**Required work**
Until you reach the line containing "Summarize the content", reproduce each line of the listing exactly, please, and include that line as well.

**Records for this task**
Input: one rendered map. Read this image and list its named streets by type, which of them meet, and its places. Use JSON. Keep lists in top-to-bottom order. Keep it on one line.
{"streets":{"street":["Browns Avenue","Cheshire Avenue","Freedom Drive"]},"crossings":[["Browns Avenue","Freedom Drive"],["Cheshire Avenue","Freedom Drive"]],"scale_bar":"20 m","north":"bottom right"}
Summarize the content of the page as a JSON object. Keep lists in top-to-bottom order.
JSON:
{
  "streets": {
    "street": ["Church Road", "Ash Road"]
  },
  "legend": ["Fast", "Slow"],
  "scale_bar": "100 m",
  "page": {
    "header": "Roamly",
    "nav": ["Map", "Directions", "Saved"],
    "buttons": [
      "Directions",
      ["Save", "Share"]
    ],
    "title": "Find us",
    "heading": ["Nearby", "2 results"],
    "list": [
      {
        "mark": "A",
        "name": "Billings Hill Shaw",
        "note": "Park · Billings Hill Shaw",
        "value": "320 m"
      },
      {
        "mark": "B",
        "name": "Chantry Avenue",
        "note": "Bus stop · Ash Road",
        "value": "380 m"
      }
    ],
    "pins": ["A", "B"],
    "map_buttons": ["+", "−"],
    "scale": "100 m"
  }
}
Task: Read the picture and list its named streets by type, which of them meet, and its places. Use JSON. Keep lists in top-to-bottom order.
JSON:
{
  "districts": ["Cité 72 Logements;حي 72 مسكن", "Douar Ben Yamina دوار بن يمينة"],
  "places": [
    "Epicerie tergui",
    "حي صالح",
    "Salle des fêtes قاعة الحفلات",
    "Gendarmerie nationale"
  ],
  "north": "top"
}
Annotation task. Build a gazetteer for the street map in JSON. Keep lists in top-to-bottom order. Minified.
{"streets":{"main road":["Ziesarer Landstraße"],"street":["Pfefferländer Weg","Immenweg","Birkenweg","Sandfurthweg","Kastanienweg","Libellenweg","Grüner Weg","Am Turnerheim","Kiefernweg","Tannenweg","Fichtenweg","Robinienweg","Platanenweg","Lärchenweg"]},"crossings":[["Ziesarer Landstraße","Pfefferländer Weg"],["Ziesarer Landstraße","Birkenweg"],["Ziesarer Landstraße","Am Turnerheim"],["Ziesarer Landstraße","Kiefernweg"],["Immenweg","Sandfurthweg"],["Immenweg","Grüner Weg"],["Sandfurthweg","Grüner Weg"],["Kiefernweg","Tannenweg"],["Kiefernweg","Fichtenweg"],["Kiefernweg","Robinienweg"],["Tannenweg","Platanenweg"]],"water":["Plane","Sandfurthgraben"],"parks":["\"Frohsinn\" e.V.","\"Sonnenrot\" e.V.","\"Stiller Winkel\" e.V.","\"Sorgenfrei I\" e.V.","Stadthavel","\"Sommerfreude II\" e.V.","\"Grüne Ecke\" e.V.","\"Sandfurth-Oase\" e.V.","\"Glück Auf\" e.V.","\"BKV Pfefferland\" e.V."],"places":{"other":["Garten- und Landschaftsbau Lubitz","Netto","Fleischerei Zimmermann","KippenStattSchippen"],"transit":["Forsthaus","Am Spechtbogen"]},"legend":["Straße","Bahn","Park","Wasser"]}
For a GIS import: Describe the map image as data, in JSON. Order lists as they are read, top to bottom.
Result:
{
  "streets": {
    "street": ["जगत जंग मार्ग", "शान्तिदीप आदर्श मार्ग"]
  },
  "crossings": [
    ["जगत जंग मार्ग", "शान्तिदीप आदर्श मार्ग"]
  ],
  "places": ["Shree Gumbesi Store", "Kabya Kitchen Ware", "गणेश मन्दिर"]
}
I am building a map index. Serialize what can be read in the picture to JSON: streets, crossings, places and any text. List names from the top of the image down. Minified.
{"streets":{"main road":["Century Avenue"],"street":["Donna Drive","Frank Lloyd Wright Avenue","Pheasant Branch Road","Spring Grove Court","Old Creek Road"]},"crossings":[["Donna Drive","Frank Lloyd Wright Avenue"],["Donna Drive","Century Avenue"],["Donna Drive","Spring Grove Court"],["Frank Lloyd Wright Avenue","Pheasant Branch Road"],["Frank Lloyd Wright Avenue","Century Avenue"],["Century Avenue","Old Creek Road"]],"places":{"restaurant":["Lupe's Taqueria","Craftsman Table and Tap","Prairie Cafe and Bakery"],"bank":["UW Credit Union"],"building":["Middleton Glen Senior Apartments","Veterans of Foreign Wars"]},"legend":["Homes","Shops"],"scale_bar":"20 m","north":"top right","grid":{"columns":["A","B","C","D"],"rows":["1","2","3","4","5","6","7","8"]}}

**Response to the exercise**
Input: one rendered map. Read this image and list its named streets by type, which of them meet, and its places. Use JSON. Keep lists in top-to-bottom order. Keep it on one line.
{"streets":{"street":["Browns Avenue","Cheshire Avenue","Freedom Drive"]},"crossings":[["Browns Avenue","Freedom Drive"],["Cheshire Avenue","Freedom Drive"]],"scale_bar":"20 m","north":"bottom right"}
Summarize the content of the page as a JSON object. Keep lists in top-to-bottom order.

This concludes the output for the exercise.